- _SUPPLIED ENTRIES_:
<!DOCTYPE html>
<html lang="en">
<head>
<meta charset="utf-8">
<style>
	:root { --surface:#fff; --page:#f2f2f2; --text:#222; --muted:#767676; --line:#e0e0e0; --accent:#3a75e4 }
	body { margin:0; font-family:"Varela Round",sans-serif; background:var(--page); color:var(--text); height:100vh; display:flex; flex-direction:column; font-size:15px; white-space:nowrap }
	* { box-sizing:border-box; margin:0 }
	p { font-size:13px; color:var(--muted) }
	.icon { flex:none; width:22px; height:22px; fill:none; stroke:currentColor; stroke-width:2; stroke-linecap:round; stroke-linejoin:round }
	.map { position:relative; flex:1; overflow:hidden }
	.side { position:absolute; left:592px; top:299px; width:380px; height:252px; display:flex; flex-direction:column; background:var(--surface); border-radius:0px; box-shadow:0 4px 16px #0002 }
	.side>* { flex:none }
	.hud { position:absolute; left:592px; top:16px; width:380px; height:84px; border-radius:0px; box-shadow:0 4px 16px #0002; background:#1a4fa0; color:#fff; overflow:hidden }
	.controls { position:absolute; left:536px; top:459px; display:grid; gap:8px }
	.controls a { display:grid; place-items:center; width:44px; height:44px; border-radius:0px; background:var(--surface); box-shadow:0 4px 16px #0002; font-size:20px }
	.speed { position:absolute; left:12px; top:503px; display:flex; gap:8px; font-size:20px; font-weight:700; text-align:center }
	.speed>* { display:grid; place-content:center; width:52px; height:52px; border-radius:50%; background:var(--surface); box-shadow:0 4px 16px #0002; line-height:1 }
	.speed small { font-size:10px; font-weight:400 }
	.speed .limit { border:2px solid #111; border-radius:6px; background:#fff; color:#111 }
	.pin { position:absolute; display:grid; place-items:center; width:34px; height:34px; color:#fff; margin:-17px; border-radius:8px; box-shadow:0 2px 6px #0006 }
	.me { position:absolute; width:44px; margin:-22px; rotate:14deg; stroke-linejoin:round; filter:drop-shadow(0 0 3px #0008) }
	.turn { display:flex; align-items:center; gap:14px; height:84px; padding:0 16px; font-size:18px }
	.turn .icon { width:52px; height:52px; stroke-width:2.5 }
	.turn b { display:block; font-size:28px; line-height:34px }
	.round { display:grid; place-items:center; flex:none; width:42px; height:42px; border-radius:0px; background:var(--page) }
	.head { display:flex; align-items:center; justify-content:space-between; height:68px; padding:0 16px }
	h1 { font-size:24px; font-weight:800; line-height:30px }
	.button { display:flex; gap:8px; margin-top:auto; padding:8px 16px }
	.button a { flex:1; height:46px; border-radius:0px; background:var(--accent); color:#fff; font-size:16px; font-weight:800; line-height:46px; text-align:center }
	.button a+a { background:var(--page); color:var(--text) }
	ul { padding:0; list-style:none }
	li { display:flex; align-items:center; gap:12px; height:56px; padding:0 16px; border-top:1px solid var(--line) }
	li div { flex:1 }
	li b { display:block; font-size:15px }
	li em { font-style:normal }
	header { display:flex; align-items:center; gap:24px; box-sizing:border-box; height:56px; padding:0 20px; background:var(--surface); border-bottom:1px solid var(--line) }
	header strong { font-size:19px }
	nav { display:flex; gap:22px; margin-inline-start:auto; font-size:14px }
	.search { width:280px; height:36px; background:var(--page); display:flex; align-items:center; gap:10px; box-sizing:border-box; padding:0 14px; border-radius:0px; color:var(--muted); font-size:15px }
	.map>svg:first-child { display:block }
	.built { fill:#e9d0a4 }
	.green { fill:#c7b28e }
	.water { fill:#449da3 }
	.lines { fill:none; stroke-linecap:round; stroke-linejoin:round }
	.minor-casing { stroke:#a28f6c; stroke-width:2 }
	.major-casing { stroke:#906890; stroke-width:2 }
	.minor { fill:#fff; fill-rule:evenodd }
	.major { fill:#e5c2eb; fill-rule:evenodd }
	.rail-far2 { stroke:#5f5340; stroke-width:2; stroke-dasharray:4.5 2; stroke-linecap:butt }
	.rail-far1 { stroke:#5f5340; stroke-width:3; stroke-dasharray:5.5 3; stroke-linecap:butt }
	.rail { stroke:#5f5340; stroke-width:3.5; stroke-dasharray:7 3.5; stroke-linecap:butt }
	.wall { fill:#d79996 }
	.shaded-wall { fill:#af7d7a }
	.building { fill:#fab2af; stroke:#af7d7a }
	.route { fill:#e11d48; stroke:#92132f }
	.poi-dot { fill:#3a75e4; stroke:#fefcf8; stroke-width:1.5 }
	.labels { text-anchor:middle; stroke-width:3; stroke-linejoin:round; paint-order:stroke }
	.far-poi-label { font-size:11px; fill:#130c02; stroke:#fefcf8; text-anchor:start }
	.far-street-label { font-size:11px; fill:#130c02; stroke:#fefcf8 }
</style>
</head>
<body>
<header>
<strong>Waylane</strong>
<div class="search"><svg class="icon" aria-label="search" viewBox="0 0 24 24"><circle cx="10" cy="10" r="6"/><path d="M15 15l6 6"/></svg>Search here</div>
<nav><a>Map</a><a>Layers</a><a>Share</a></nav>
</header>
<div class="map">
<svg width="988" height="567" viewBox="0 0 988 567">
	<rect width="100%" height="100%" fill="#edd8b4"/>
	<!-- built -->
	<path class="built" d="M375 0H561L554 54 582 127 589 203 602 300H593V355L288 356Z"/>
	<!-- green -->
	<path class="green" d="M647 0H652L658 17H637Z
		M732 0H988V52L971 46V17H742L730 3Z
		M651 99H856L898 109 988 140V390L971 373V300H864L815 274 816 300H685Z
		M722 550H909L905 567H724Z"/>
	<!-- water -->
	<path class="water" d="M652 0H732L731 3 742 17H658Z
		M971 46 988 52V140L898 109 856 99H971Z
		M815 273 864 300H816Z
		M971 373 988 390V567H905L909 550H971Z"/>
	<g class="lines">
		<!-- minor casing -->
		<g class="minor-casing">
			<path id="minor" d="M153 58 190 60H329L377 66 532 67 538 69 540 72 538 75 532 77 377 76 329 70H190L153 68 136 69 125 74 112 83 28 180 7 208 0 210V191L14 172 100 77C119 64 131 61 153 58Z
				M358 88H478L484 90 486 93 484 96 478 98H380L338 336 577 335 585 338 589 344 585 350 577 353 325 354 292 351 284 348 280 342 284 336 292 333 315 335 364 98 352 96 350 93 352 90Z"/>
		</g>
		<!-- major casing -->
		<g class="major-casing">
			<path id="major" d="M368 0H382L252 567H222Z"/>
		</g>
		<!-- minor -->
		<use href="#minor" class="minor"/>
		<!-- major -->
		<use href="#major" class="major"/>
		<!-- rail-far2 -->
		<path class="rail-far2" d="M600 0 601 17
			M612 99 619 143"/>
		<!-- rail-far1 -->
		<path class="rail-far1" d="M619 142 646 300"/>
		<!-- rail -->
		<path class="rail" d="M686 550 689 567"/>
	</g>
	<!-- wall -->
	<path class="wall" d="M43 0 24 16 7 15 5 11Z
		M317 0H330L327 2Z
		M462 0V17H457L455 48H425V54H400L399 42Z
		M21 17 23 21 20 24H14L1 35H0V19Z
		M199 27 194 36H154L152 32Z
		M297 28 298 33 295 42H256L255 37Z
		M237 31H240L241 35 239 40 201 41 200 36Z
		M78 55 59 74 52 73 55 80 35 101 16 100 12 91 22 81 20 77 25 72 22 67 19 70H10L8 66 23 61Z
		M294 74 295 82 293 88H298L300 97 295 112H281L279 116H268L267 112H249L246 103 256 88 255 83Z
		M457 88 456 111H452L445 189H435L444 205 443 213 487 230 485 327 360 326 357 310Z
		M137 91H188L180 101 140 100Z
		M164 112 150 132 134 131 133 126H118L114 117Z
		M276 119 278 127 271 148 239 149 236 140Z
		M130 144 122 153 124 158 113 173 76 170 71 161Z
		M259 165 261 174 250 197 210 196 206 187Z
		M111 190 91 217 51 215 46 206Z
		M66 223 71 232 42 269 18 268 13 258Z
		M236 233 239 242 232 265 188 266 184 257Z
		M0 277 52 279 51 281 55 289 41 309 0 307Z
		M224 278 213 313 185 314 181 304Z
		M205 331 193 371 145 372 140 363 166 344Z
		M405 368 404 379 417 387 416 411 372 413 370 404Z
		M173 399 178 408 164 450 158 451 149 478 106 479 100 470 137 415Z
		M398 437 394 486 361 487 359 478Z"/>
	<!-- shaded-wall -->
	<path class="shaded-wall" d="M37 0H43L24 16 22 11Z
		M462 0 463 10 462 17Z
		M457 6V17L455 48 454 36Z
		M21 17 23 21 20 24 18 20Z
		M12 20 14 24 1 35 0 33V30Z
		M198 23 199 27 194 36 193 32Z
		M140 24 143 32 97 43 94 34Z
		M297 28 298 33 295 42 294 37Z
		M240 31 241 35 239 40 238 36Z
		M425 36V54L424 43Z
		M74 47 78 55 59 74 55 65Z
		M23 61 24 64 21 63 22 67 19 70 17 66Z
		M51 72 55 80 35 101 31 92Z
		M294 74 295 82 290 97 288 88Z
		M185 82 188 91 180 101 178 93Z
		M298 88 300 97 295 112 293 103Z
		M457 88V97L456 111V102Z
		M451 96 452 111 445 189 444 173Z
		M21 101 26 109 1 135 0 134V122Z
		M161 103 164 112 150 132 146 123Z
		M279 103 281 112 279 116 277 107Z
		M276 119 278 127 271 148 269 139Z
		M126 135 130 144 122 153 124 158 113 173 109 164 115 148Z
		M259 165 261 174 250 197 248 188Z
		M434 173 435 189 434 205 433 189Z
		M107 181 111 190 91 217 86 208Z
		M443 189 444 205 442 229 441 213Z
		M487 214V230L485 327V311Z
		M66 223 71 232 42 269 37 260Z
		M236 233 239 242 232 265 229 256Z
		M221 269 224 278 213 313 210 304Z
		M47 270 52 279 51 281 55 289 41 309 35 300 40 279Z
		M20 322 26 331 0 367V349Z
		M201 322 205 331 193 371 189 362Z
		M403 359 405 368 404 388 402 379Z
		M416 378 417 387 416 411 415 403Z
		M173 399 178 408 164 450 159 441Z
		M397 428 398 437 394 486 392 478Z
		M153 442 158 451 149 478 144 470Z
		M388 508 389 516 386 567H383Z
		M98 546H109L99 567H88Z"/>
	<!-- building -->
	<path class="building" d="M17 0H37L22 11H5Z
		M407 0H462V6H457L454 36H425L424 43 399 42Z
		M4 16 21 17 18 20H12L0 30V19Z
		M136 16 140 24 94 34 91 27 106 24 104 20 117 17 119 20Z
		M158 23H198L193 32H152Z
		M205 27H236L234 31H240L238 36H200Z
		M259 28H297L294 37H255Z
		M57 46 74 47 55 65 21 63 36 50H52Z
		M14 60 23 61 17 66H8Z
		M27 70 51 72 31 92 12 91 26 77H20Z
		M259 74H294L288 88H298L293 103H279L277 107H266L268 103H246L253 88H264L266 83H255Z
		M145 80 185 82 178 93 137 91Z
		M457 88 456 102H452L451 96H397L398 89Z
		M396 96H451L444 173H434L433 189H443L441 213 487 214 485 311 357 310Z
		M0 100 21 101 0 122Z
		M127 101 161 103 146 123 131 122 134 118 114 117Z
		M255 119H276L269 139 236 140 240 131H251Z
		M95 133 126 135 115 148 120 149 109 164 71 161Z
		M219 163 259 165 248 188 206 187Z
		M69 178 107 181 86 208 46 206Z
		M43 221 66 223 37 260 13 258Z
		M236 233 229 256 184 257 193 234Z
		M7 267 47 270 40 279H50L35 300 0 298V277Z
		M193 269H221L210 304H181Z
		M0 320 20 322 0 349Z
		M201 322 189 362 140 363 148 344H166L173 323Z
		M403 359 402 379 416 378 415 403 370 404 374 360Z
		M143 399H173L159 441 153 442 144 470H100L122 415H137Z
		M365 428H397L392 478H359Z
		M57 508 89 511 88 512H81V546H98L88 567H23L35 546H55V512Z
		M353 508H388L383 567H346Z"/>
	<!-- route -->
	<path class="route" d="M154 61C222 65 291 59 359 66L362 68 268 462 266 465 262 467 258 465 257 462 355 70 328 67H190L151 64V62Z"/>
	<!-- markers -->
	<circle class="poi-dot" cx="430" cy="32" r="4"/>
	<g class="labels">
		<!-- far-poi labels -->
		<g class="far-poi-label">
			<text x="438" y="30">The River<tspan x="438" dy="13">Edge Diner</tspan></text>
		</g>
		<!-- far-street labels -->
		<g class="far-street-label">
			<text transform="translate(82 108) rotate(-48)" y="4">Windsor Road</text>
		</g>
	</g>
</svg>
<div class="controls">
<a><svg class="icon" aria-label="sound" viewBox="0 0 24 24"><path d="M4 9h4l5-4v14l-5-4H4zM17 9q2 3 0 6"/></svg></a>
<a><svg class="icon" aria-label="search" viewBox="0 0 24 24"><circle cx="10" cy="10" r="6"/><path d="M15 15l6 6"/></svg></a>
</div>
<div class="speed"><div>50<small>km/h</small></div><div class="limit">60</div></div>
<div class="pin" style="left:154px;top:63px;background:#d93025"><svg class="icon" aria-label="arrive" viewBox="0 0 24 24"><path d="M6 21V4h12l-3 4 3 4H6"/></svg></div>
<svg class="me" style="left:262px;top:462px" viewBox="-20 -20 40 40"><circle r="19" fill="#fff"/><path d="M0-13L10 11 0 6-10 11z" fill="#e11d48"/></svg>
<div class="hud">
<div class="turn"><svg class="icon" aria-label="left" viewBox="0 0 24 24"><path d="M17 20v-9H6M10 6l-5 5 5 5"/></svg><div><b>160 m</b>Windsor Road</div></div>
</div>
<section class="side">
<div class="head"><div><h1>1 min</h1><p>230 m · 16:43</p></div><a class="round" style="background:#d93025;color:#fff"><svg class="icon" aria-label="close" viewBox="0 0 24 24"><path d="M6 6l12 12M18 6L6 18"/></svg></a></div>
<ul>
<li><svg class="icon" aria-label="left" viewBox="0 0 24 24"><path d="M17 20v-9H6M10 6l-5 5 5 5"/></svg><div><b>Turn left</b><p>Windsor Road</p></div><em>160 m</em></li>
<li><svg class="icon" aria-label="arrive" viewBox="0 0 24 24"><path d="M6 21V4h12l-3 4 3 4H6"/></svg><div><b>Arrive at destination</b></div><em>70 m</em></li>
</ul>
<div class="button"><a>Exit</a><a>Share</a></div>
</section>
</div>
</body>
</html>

- _DESCRIPTION OF THE TASK_: Return, exactly, the lines from the first line of the records above to the line containing "position:absolute; left:536px; top:459px;", both included.

- _TASK OUTPUT_:
<!DOCTYPE html>
<html lang="en">
<head>
<meta charset="utf-8">
<style>
	:root { --surface:#fff; --page:#f2f2f2; --text:#222; --muted:#767676; --line:#e0e0e0; --accent:#3a75e4 }
	body { margin:0; font-family:"Varela Round",sans-serif; background:var(--page); color:var(--text); height:100vh; display:flex; flex-direction:column; font-size:15px; white-space:nowrap }
	* { box-sizing:border-box; margin:0 }
	p { font-size:13px; color:var(--muted) }
	.icon { flex:none; width:22px; height:22px; fill:none; stroke:currentColor; stroke-width:2; stroke-linecap:round; stroke-linejoin:round }
	.map { position:relative; flex:1; overflow:hidden }
	.side { position:absolute; left:592px; top:299px; width:380px; height:252px; display:flex; flex-direction:column; background:var(--surface); border-radius:0px; box-shadow:0 4px 16px #0002 }
	.side>* { flex:none }
	.hud { position:absolute; left:592px; top:16px; width:380px; height:84px; border-radius:0px; box-shadow:0 4px 16px #0002; background:#1a4fa0; color:#fff; overflow:hidden }
	.controls { position:absolute; left:536px; top:459px; display:grid; gap:8px }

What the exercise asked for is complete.